Abstract:
Music is a universal component of human culture. Music scenes are carefully designed by composers and performers to contain rich patterns and structures that make music enjoyable. Music is also a multimodal art form. Humans integrate audio, visual and score information to parse a musical scene. In this talk, I will present our work on designing algorithms to automatically analyze music scenes through multiple modalities. From the audio modality itself, we design automatic music transcription systems that can convert piano music audio into music notation with a high accuracy. When scores are available, we design systems that can separate sound sources from the music mixture in real time by leveraging the score information. When visual information is available, we propose methods that can associate sound sources with players in the visual scene and integrate audio, visual and score information toward music performance analysis.
Bio:
Zhiyao Duan is an assistant professor and director of the Audio Information Research (AIR) lab in the Department of Electrical and Computer Engineering at the University of Rochester.
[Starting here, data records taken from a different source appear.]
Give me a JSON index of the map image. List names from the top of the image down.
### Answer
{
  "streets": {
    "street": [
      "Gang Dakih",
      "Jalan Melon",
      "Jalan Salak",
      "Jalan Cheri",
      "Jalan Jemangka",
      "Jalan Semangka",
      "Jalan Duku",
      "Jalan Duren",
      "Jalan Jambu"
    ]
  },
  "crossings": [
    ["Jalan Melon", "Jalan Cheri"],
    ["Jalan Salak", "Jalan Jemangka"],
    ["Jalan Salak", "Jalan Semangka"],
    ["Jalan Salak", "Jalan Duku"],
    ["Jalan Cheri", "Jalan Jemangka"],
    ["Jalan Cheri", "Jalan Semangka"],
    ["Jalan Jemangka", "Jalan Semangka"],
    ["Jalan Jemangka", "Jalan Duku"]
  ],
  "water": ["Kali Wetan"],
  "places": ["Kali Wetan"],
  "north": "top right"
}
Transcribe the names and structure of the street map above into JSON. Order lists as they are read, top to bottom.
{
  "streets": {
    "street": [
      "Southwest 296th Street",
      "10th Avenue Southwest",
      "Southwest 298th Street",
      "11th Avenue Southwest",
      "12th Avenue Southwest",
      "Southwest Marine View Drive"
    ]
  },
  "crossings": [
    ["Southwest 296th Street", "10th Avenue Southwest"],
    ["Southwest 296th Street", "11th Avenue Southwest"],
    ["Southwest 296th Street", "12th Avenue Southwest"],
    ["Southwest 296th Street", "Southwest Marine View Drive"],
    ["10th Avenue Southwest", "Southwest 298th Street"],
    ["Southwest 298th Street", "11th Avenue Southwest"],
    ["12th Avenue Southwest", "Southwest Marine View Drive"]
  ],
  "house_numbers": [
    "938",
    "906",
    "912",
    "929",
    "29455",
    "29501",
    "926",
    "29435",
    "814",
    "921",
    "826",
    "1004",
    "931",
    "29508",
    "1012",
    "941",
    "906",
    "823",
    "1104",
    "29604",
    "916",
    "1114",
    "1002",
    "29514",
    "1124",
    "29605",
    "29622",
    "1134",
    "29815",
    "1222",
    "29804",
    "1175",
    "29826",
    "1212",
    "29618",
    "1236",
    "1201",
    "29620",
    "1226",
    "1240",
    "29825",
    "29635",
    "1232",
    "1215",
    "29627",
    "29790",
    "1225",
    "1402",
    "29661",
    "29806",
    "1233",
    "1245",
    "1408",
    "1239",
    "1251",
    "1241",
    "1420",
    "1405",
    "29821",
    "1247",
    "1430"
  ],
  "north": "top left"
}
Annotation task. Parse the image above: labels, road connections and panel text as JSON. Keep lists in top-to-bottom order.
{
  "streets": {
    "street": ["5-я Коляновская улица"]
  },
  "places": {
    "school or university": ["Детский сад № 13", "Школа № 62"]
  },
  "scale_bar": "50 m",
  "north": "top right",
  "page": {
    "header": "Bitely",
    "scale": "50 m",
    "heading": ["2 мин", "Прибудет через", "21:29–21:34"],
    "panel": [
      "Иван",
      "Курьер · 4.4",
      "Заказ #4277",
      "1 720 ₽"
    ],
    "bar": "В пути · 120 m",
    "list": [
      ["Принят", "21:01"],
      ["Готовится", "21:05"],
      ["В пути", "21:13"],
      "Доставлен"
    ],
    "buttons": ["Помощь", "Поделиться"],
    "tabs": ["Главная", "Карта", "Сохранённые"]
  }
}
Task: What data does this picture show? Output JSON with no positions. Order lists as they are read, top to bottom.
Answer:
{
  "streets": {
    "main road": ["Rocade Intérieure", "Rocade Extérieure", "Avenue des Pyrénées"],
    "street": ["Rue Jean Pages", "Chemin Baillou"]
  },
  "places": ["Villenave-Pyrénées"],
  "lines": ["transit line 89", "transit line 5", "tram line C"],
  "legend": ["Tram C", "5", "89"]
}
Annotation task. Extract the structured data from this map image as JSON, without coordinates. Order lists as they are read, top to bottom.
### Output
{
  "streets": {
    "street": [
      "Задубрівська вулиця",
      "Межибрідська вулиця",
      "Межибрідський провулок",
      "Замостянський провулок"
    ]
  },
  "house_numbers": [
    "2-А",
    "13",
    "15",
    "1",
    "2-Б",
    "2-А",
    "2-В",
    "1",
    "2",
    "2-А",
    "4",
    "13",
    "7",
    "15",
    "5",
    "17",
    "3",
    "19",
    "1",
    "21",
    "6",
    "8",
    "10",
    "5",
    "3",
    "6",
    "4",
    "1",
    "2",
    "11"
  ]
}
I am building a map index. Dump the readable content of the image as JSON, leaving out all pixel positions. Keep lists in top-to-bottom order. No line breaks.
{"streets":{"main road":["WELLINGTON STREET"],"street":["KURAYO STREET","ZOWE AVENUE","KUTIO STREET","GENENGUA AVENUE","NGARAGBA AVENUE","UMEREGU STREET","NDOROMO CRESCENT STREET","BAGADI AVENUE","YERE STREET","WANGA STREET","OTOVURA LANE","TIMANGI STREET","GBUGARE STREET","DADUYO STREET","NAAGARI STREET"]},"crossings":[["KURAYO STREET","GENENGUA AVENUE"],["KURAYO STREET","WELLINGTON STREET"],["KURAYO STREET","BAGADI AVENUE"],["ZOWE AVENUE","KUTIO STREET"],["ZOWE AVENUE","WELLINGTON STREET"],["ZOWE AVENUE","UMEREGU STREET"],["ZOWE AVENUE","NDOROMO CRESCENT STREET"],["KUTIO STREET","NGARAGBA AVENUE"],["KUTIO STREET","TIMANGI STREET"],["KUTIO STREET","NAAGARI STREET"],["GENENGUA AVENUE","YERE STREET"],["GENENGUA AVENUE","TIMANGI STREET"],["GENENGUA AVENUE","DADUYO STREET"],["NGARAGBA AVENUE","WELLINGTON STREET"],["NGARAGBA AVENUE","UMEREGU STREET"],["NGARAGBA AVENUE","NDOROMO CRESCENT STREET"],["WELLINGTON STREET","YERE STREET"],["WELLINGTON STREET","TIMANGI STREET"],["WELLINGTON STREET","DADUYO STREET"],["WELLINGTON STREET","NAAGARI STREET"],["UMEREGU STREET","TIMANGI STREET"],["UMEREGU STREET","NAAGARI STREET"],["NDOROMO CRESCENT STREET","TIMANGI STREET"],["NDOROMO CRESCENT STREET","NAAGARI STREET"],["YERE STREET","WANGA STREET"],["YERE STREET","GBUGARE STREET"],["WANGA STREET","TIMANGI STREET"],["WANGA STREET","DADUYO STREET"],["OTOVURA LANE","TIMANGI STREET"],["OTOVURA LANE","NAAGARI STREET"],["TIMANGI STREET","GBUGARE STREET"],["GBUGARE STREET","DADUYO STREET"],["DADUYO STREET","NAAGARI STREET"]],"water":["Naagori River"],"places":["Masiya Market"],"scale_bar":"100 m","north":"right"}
He received his B.S. in Automation and M.S. in Control Science and Engineering from Tsinghua University, China, in 2004 and 2008, respectively, and received his Ph.D. in Computer Science from Northwestern University in 2013. His research interest is in the broad area of computer audition, i.e., designing computational systems that are capable of understanding sounds, including music, speech, and environmental sounds. Specific problems that he has been working on include automatic music transcription, audio-score alignment, source separation, speech enhancement, sound retrieval, and audio-visual analysis of music. He has published 40 peer-reviewed journal and conference papers. He co-presented a tutorial on automatic music transcription at the ISMIR conference in 2015. His research is funded by the National Science Foundation.